> **WHAT IS REQUIRED**: Bring together copies of the lines in the data below that contain the word "Transcribe".

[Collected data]
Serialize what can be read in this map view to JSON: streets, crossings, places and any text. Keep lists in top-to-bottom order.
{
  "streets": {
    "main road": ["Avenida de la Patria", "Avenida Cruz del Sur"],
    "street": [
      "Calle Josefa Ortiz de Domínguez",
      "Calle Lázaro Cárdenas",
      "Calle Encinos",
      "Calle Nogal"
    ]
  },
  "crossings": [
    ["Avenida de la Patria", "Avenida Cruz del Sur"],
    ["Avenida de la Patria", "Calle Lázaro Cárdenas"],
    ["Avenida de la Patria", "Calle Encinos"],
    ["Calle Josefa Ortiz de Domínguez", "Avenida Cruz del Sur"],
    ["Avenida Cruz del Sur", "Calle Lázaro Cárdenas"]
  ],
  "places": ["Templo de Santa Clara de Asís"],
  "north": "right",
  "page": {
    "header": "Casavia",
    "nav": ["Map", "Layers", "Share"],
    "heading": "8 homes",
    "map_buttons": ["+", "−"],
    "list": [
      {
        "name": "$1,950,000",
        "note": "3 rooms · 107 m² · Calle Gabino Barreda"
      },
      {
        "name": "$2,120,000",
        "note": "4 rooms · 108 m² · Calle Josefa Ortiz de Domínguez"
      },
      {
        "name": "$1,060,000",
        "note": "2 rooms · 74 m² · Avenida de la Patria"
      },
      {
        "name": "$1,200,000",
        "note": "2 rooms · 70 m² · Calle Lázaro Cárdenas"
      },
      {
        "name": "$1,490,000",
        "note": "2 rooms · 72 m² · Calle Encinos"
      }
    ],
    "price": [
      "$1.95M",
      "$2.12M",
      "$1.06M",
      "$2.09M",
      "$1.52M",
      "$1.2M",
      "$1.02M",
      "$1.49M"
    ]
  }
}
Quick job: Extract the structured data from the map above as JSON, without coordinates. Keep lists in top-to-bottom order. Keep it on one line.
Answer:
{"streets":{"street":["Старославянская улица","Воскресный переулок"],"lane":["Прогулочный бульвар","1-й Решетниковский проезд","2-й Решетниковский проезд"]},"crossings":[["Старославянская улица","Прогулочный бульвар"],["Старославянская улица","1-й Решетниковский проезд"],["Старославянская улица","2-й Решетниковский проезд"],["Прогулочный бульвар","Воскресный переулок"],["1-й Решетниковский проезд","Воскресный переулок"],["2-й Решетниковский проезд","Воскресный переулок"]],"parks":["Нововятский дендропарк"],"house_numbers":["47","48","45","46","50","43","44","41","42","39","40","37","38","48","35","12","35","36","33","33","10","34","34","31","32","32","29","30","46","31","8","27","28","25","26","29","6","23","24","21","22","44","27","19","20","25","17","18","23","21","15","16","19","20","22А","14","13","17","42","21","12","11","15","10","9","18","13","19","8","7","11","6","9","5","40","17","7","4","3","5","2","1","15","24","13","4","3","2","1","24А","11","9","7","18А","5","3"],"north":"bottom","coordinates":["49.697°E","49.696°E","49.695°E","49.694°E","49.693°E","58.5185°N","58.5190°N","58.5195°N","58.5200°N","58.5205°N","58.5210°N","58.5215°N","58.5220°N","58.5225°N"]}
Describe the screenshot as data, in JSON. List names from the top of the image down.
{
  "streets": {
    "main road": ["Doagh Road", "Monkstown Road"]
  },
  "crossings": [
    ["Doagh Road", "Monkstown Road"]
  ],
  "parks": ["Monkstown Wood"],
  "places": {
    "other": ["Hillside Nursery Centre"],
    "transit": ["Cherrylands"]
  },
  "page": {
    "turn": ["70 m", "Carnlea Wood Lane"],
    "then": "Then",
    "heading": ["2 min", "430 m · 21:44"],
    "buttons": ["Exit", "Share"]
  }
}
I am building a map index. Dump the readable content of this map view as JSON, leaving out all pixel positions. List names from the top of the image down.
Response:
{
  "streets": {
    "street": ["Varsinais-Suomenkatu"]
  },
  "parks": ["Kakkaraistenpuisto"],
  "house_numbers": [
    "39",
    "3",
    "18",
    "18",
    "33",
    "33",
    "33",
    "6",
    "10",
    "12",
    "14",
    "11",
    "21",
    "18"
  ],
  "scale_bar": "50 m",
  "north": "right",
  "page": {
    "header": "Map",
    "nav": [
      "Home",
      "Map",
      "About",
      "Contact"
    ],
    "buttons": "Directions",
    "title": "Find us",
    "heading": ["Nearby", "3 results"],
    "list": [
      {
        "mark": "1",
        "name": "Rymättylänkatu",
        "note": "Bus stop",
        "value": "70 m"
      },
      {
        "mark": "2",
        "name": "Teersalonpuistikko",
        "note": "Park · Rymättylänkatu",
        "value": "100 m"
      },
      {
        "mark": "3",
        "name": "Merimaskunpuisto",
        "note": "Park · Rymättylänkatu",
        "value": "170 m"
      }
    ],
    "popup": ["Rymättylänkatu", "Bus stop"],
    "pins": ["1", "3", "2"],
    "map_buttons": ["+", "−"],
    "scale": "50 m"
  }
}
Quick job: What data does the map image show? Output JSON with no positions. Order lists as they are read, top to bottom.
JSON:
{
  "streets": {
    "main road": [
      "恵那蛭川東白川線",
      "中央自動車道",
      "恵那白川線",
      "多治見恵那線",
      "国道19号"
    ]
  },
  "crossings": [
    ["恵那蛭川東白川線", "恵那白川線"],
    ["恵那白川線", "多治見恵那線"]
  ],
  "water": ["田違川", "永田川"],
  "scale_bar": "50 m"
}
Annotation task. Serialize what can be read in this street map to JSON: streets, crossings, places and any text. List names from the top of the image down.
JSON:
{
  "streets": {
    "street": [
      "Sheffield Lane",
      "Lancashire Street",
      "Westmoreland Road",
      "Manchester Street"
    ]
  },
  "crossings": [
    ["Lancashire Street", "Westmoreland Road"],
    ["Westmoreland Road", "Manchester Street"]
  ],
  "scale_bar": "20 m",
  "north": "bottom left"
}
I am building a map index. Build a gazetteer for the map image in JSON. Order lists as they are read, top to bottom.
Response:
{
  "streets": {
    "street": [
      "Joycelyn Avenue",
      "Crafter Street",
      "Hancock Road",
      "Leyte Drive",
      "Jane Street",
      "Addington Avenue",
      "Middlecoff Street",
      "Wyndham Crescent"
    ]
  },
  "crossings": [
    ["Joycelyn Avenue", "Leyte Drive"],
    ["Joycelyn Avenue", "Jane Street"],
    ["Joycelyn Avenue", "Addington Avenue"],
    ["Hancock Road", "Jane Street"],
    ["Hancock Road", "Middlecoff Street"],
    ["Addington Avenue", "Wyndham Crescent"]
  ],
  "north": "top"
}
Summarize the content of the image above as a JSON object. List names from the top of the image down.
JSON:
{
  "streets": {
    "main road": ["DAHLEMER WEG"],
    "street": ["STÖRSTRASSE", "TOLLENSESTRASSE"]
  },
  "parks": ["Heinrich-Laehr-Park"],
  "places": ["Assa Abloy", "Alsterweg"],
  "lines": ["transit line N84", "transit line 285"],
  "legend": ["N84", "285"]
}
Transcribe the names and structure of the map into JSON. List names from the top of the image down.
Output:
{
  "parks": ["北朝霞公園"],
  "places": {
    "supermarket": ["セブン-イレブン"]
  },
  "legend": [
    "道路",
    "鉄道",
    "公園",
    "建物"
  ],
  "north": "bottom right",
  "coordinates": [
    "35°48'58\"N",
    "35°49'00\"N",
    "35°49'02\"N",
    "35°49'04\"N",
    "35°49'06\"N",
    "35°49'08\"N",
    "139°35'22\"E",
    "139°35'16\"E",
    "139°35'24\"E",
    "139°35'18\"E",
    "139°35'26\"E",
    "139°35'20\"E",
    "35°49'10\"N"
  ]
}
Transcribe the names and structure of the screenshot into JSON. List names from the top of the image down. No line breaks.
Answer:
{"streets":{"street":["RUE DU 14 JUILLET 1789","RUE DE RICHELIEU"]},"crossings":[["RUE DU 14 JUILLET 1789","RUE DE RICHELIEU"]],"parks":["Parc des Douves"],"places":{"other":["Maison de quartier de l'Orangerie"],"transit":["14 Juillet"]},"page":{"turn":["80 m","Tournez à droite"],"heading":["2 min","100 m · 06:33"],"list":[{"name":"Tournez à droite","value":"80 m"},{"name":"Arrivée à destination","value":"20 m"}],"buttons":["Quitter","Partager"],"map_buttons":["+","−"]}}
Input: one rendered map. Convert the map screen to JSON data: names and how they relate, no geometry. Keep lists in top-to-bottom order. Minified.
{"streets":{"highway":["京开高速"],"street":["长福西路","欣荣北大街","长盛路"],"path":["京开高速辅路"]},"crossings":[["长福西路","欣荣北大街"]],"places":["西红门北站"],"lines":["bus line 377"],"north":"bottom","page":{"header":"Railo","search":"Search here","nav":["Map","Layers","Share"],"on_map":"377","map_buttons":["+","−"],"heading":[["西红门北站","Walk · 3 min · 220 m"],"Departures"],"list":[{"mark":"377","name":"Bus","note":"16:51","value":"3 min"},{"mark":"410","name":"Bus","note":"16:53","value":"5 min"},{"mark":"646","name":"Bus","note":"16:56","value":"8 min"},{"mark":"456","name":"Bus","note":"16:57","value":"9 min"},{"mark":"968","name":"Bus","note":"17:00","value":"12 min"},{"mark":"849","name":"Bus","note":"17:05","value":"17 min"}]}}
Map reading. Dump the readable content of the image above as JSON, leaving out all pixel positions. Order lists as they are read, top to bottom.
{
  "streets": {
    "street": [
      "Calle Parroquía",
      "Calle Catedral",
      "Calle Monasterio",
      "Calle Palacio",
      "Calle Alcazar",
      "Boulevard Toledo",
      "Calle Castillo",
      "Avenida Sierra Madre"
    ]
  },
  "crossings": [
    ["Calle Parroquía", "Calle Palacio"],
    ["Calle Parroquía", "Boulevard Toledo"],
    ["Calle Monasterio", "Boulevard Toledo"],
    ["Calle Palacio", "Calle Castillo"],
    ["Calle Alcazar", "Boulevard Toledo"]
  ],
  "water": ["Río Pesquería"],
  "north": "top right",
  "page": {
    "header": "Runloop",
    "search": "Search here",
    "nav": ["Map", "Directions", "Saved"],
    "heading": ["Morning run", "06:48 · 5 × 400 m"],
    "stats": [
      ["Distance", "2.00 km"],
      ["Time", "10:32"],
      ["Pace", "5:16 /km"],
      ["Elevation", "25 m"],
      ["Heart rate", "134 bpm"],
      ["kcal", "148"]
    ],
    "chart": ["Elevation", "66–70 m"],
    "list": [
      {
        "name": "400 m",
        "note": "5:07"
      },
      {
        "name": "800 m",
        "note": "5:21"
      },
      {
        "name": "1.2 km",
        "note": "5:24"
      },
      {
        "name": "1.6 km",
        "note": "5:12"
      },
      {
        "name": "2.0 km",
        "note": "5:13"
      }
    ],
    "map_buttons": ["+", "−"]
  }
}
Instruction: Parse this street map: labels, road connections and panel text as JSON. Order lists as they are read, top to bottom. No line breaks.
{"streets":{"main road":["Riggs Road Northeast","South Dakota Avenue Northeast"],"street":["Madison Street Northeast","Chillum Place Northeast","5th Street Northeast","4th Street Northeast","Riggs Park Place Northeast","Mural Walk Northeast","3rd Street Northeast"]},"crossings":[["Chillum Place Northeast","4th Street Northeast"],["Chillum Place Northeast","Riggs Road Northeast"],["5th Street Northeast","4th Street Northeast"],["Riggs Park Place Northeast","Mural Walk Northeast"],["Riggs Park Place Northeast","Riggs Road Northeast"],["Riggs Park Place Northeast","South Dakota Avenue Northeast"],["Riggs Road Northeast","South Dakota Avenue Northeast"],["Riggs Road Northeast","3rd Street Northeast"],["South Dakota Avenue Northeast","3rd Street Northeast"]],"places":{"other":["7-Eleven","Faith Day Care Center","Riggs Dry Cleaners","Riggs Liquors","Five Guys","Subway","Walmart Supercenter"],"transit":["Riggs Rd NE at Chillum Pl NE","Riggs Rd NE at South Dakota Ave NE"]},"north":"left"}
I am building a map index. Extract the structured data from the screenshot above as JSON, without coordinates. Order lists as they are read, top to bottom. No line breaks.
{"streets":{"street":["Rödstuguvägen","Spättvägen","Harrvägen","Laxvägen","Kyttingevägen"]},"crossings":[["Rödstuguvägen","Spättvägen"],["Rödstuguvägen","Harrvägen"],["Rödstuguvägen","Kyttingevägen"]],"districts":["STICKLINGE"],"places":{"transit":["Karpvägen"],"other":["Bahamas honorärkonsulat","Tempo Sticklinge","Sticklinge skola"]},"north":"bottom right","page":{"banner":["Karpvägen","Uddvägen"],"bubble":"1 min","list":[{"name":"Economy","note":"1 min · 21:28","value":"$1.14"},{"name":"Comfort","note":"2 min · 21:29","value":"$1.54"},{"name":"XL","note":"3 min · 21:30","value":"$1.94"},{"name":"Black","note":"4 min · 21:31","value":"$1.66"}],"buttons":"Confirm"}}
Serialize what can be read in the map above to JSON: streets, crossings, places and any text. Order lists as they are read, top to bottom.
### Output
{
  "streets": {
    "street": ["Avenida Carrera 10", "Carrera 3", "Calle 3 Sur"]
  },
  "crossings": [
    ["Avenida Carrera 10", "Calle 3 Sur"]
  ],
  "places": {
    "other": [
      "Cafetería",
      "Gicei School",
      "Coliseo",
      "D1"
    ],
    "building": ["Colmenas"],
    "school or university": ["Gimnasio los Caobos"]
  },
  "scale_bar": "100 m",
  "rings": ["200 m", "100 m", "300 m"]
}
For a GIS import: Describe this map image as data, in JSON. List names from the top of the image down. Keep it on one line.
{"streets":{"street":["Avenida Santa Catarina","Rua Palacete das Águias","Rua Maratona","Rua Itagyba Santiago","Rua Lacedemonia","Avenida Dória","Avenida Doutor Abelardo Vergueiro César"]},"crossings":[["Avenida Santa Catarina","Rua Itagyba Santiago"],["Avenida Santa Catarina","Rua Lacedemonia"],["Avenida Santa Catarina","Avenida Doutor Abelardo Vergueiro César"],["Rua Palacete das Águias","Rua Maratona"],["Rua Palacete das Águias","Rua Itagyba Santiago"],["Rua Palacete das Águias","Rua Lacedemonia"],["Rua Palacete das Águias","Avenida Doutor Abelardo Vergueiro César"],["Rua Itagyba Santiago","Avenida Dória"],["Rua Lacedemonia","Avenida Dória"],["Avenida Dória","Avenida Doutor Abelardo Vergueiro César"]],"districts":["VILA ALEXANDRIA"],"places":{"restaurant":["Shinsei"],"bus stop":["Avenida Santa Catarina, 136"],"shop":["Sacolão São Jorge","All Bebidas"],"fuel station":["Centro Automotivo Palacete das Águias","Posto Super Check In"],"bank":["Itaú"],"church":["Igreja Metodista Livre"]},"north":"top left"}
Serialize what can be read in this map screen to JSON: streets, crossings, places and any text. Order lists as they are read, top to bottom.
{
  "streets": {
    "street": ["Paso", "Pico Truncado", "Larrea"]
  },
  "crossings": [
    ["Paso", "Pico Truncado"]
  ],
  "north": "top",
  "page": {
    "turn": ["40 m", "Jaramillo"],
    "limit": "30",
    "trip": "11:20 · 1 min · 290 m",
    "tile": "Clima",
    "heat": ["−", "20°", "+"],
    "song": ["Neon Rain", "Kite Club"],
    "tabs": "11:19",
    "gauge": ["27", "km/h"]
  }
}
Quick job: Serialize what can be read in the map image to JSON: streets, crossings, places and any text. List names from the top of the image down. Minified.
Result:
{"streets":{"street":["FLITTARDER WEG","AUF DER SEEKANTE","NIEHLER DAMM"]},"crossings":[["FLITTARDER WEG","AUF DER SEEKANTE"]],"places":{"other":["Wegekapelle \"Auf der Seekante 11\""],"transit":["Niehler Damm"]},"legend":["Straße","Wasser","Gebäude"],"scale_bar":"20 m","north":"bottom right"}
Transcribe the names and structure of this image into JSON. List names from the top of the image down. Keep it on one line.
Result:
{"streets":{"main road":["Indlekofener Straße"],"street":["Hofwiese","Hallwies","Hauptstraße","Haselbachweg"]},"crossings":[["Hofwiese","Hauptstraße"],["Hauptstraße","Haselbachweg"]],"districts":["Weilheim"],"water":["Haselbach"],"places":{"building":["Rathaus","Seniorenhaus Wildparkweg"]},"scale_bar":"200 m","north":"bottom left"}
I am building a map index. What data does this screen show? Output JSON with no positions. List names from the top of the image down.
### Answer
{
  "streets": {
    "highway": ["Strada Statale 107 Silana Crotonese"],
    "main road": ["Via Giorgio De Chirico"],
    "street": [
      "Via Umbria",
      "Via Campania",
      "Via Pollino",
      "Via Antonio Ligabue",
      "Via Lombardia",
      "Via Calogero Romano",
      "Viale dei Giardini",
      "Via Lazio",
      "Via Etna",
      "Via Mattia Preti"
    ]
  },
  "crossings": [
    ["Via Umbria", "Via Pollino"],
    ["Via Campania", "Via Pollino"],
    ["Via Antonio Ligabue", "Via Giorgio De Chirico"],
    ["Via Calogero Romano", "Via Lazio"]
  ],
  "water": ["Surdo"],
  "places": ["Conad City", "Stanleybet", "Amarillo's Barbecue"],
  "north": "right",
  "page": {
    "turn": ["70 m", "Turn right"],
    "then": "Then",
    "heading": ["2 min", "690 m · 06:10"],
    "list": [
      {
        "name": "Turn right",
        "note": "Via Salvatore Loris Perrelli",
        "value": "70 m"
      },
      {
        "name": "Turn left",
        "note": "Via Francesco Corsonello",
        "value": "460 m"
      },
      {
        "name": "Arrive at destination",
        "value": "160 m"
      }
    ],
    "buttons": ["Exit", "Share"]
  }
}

> **WRITTEN SOLUTION**:
Transcribe the names and structure of the map into JSON. List names from the top of the image down.
Transcribe the names and structure of the screenshot into JSON. List names from the top of the image down. No line breaks.
Transcribe the names and structure of this image into JSON. List names from the top of the image down. Keep it on one line.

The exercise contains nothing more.